Sweeney Todd – ein Musical


Oder ein Grusical?

Gestern wurde das Geburtstagsgeschenk für meinen Mann eingelöst: Premierenkarten für das Musical Sweeney Todd im Theater Lübeck. Wir kannten bereits den Film mit Johnny Depp in der Hauptrolle und wussten deshalb um die rabenschwarze Geschichte, die in Teilen doch sehr makaber und blutrünstig ist, also nichs für zartbesaitete Personen.

Ein Theaterabend in Lübeck wird immer eingeleitet von einem Restaurantbesuch. Auch dieses Mal entschieden wir uns wieder für das Restaurant Shanghai, nur wenige Schritte vom Theater entfernt. Es ist das älteste Chinarestaurant in Lübeck. Es wurde 1966 an anderer Stelle eröffnet. Wer das „typische chinesische Ambiente“ erwartet, wird enttäuscht sein. Die Räume sind modern eingerichtet, es ist aber nicht ungemütlich. Auch das Geschirr entspricht nicht dem Klischee, welches man sonst erwartet. Dementsprechend sind die Speisen auch „anders“ als in einem üblichen Chinarestaurant.

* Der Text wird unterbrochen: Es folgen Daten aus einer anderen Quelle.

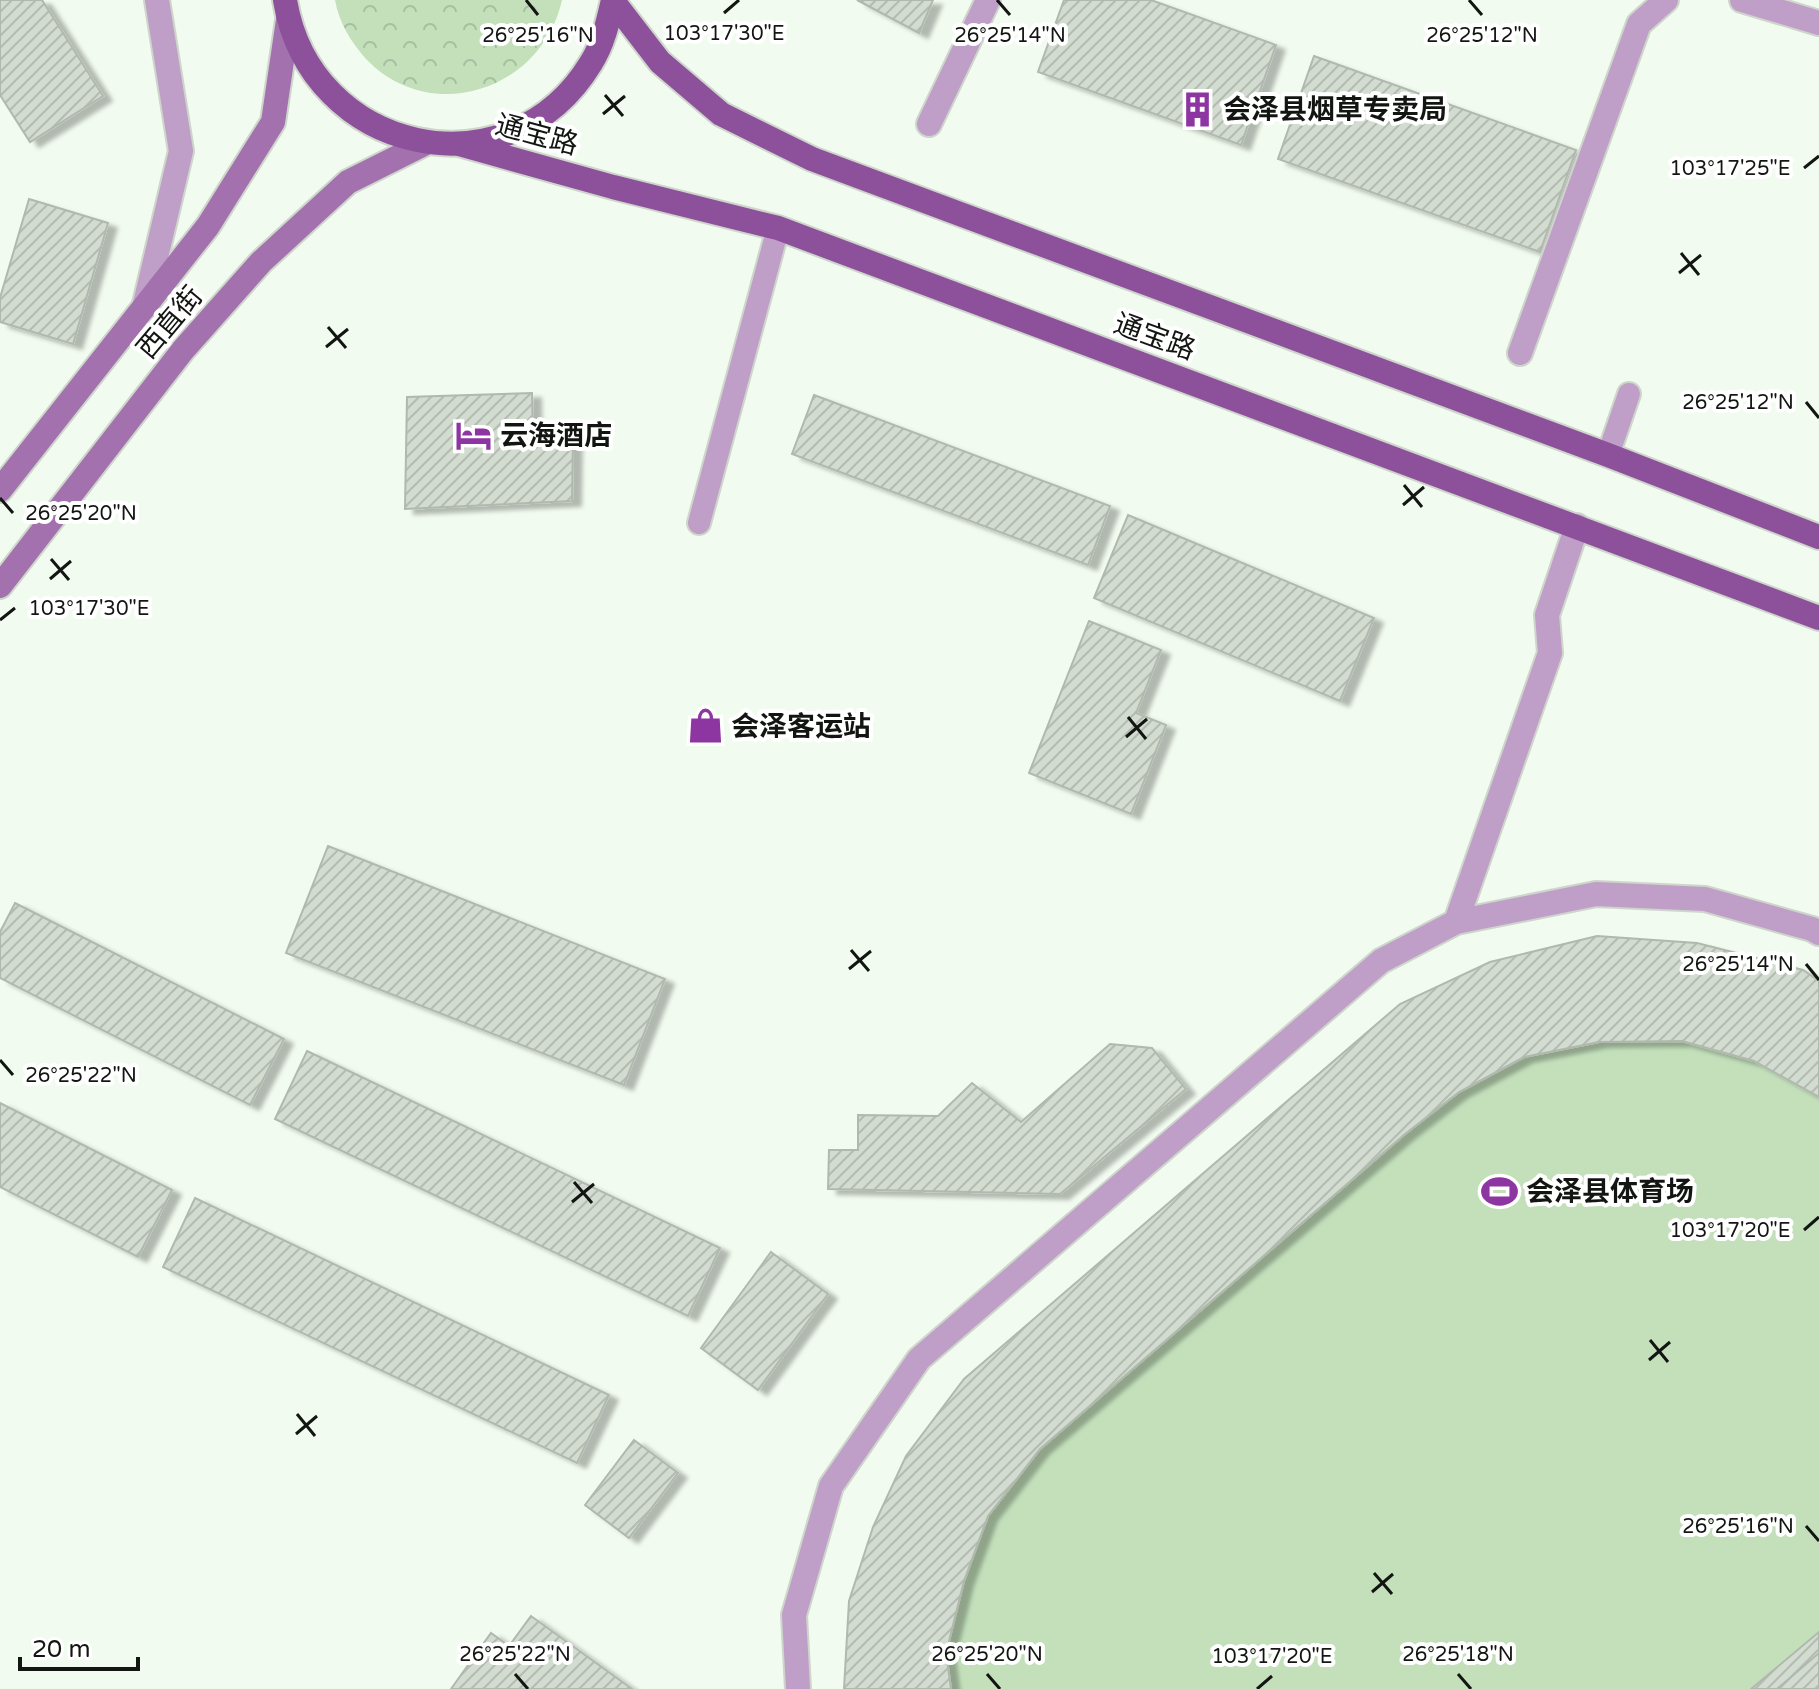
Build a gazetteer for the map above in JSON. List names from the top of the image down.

Aber zurück zum Theater, das sich unter einem blauben Herbsthimmel, und angestrahlt von der bald untergehenden Sonne, dem Premierenpublikum präsentierte. Ein gutes Zeichen?

Als wir das Parkett betraten, stockte mir erstmal der Atem. Vom Proszenium, bis hinenein in den Zuschauerraum und entlang der Ränge, wallten Bahnen von dursichtiger Kunststofffolie, wie man sie zum Abdecken bei Renovierungsarbeiten kennt. Bernd sagte dann auch: Ah, hier wird renoviert. Als sich endlich der Vorhang öffnete, erkannten wir, dass auch an den Seiten und am Hintergrund der Bühne solch Folien hingen. Mir war schon klar, dass der Sinn daraus bestehen sollte, das Licht gut zu reflektieren, besonders das rote Licht bei den blutrünstigen Szenen. In Kenntnis der Handlung weiss man auch, dass sich mit so einer Folie Blutspuren verhindern lassen.

Natürlich wurde nicht auf einem blanken Bühnenboden gespielt und gesungen. Es gab ein paar wenige aber wirkungsvolle Ausstattungstücke, teilweise unterstüzt durch die Funktion der grossen Drehbühne.

Zur Handlung: Sweeney Todd kehrt nach Jahren der Verbannung durch den Richter Turpin nach London zurück. Von der Pastetenbäckerin Mrs. Nellie Lovett erfährt er, dass Sweeneys Frau tot ist und die gemeinsame Tochte vom besagten Richter adoptiert wurde. Sweeney schwört Rache am Richter und lässt sich als Barbier im ersten Stock der Pastetenbäckerin nieder. Die Zutaten der Pasteten sind nicht ganz einwandfreier Herkunft. Dem Zuschauer wird langsam bewusst, dass Menschenfleisch enthalten ist.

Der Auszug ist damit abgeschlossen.